Forcing term in single-phase and Shan-Chen-type multiphase lattice Boltzmann models.

Numerous schemes have been proposed to incorporate a bulk forcing term into the lattice Boltzmann equation. In this paper we present a simple and straightforward comparative analysis of five popular schemes [Shan and Chen, Phys. Rev. E 47, 1815 (1993); Phys Rev Lett. 81, 1618 (1998); He et al., Phys. Rev. E 57, R13 (1998); Guo et al., Phys. Rev. E 65, 046308 (2002); Kupershtokh et al., Comput. Math. Appl. 58, 965 (2009)] in which their differences and similarities are identified. From the analysis we classify the schemes into two groups; the behaviors of the schemes in each group are proven to be identical up to second order. Numerical test simulating the two-dimensional unsteady Taylor-Green vortex flow problem demonstrate that all five schemes are of comparable accuracy for single-phase flow.

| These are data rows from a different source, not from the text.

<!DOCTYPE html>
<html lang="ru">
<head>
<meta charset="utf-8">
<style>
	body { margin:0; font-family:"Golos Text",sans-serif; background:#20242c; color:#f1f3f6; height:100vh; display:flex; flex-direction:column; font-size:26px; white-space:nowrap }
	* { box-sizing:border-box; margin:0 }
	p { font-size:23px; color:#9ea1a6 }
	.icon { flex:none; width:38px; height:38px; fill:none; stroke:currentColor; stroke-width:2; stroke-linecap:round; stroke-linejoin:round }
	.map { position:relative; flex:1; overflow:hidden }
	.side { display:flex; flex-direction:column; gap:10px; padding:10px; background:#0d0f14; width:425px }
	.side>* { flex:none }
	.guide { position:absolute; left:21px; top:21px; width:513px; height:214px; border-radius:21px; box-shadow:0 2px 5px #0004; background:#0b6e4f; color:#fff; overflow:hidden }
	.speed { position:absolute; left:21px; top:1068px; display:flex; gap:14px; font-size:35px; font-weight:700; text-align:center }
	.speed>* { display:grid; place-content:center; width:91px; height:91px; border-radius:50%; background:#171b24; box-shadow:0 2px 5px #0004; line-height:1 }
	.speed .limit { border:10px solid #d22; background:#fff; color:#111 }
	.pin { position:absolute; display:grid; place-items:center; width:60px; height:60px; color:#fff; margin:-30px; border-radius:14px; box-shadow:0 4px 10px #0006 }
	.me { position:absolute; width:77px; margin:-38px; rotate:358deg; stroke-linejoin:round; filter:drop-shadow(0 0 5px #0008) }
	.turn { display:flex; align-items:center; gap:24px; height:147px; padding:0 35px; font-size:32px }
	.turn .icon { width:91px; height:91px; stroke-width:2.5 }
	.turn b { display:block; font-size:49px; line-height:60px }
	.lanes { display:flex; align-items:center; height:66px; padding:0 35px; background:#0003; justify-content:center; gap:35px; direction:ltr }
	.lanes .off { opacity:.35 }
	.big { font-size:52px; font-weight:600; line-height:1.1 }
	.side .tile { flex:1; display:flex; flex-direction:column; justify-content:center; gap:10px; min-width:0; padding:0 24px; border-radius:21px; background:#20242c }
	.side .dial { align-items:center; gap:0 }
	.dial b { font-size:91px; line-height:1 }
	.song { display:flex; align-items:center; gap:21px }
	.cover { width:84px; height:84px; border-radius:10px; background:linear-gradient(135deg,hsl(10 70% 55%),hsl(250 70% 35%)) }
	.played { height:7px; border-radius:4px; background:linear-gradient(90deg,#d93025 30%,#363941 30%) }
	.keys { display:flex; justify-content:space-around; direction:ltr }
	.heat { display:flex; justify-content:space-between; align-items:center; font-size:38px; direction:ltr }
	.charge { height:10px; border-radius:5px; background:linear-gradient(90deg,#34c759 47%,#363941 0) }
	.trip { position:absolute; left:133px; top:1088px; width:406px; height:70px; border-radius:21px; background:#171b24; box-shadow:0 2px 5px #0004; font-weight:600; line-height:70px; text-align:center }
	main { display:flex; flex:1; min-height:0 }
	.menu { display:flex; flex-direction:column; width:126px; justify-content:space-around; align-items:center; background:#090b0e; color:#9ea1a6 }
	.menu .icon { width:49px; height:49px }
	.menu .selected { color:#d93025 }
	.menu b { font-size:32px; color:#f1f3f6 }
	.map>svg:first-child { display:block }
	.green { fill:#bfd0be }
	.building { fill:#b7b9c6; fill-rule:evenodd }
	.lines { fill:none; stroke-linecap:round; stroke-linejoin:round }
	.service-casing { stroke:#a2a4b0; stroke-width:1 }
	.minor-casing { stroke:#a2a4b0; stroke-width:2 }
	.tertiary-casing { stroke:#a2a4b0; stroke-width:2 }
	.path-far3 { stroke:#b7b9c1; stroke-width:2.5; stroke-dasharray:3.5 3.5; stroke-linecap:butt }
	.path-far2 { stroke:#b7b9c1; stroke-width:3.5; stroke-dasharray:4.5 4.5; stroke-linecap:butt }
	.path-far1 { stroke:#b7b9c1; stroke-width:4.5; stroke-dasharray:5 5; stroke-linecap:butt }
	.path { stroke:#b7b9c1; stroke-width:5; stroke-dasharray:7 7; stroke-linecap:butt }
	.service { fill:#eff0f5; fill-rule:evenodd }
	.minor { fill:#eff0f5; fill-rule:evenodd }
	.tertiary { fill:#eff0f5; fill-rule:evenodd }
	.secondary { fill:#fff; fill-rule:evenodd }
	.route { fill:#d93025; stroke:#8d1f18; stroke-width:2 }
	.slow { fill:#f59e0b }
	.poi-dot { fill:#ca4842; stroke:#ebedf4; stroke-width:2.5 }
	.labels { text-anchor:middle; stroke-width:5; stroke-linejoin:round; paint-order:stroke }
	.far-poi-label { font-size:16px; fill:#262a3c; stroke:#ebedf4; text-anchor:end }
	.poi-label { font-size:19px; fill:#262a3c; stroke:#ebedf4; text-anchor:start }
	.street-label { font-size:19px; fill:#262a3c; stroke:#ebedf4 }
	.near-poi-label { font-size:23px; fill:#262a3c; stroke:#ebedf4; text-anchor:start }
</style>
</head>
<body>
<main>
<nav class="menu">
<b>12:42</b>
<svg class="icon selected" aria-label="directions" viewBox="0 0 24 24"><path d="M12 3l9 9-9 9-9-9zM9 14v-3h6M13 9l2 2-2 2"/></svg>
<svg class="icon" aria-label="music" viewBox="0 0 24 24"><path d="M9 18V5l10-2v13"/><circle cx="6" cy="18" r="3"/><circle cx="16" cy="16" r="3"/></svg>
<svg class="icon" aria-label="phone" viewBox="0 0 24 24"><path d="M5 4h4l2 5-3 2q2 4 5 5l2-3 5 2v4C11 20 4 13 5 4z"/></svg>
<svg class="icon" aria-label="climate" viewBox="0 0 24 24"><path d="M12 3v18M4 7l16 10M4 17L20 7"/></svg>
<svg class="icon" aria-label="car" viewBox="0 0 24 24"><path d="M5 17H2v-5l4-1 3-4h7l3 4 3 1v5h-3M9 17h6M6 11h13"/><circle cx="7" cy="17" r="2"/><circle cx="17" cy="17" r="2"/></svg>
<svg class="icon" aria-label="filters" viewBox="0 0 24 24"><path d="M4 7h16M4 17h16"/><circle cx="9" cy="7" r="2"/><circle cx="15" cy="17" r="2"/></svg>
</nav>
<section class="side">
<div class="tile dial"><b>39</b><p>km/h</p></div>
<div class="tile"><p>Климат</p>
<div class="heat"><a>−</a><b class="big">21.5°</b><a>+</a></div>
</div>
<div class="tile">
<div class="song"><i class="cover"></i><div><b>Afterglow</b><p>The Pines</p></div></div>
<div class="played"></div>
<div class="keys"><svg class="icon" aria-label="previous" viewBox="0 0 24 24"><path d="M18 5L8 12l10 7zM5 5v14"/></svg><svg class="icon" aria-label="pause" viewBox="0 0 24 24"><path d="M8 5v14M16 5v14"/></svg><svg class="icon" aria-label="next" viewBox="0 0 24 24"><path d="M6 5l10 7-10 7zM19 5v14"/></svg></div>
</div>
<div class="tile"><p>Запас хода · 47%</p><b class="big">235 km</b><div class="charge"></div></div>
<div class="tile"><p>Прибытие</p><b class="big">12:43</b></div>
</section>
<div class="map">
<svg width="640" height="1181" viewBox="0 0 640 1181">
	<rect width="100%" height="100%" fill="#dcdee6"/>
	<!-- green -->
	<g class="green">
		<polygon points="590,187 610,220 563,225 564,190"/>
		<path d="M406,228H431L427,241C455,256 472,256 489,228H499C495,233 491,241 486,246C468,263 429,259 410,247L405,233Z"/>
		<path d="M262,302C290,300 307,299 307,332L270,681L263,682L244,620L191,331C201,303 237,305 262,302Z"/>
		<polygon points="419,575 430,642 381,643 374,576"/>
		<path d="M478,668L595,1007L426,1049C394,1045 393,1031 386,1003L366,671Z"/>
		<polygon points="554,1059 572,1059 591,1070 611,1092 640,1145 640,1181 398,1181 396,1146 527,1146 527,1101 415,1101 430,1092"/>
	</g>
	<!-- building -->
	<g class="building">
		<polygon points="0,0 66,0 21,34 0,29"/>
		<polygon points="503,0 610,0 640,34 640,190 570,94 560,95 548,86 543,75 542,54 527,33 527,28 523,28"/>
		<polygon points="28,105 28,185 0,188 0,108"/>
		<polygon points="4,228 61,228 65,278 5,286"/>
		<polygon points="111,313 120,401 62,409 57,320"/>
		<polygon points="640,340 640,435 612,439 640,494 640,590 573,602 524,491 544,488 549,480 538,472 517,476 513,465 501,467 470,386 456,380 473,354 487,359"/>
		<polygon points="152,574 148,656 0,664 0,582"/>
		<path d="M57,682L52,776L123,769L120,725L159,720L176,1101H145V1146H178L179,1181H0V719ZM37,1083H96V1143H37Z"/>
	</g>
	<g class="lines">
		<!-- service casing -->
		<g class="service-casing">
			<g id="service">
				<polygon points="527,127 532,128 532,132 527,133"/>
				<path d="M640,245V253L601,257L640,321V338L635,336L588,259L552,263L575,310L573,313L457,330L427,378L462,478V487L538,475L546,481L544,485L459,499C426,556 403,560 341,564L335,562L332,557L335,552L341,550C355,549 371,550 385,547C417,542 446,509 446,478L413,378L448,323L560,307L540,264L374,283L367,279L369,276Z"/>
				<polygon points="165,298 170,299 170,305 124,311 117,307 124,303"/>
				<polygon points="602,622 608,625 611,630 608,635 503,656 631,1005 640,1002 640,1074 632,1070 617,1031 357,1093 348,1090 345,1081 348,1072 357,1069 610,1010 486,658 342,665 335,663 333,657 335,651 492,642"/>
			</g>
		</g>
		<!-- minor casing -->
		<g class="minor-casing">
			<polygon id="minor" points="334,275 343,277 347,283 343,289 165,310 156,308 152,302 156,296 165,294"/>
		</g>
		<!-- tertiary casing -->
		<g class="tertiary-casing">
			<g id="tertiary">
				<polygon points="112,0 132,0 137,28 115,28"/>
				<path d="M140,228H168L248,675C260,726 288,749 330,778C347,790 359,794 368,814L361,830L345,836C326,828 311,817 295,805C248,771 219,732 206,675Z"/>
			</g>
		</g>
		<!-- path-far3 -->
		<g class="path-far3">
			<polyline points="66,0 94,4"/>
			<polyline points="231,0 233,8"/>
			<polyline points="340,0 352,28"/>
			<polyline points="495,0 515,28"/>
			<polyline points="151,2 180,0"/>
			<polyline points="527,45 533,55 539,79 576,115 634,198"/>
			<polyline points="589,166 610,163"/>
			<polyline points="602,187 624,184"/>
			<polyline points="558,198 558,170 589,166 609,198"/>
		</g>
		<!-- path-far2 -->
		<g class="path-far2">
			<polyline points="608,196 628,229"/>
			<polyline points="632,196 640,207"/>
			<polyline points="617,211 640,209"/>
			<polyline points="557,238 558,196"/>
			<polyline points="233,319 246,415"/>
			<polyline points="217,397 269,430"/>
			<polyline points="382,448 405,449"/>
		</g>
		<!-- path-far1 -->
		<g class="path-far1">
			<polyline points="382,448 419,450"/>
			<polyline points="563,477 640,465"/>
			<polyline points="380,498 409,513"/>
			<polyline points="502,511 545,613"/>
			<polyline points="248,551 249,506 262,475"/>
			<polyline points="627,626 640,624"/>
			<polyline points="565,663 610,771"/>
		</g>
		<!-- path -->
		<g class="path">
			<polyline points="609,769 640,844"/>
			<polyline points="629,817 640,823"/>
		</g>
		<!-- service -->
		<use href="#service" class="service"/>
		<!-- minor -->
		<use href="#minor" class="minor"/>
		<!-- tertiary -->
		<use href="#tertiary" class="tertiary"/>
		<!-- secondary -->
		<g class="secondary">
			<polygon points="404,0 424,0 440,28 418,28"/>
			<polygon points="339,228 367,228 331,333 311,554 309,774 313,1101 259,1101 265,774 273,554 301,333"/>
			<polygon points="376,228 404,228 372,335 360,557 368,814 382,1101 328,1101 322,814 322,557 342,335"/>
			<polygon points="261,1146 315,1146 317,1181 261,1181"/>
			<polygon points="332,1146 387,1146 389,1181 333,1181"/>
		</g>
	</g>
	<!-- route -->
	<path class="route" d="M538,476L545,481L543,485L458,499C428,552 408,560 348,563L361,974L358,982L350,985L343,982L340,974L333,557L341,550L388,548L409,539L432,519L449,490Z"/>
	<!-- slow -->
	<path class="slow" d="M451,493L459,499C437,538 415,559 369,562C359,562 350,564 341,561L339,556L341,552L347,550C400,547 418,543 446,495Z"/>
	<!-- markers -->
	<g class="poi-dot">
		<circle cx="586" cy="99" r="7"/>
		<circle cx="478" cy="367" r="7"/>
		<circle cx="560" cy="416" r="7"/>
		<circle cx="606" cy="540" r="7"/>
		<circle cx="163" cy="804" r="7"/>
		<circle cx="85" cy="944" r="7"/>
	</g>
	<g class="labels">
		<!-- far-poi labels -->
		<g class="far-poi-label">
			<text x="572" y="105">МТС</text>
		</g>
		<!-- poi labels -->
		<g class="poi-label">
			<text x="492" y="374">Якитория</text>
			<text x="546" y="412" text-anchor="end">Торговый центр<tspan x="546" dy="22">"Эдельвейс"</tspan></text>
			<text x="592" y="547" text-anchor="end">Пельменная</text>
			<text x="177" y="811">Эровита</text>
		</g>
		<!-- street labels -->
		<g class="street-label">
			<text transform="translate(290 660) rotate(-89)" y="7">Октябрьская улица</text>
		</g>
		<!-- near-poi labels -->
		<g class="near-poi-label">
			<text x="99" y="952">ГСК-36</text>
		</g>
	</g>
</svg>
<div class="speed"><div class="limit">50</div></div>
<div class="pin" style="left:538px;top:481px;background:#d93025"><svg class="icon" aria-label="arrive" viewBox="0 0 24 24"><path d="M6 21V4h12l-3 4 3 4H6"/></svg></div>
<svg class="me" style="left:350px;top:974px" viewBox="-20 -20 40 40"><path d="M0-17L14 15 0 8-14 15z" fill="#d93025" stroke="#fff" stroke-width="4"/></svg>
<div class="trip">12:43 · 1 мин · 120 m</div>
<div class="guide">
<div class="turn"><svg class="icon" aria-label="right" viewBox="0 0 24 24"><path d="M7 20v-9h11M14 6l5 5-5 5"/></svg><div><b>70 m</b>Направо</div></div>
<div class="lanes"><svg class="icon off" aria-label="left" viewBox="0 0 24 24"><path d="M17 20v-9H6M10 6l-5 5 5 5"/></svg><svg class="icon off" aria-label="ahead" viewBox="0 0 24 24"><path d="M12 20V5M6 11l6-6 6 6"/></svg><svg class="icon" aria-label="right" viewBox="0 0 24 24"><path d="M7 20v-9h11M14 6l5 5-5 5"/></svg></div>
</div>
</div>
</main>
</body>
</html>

However, for two-phase flow the situation is different, which is demonstrated by incorporating these schemes into different Shan-Chen-type multiphase models. The forcing scheme in the original Shan-Chen (SC) multiphase model turns out to be inaccurate in terms of the resulting surface tension for different density ratios and relaxation times. In the numerical tests, a typical equation of state and interparticle interactions including next-nearest neighbors were incorporated into the SC model. Our results confirm that the surface-tension values obtained from the original SC lattice Boltzmann method (LBM) simulation depend on the value of the relaxation time τ. For τ<0.7Δt, the surface tension agree well with the analytical solutions. However, when τ>0.7Δt, the surface tension turns out to be systematically larger than the analytical one, exceeding it by more than a factor of 2 for τ=2Δt. In contrast, with the application of the scheme proposed by He et al., the SC LBM produces very accurate surface tensions independent of the value of τ. We also found that the densities of the coexisting liquid and gas can be adjusted to match those at thermodynamic equilibrium if the particle interaction term includes next-nearest-neighbor contributions. The obtained results will be useful for further studies of two-phase flow with high density ratios using the SC LBM approach.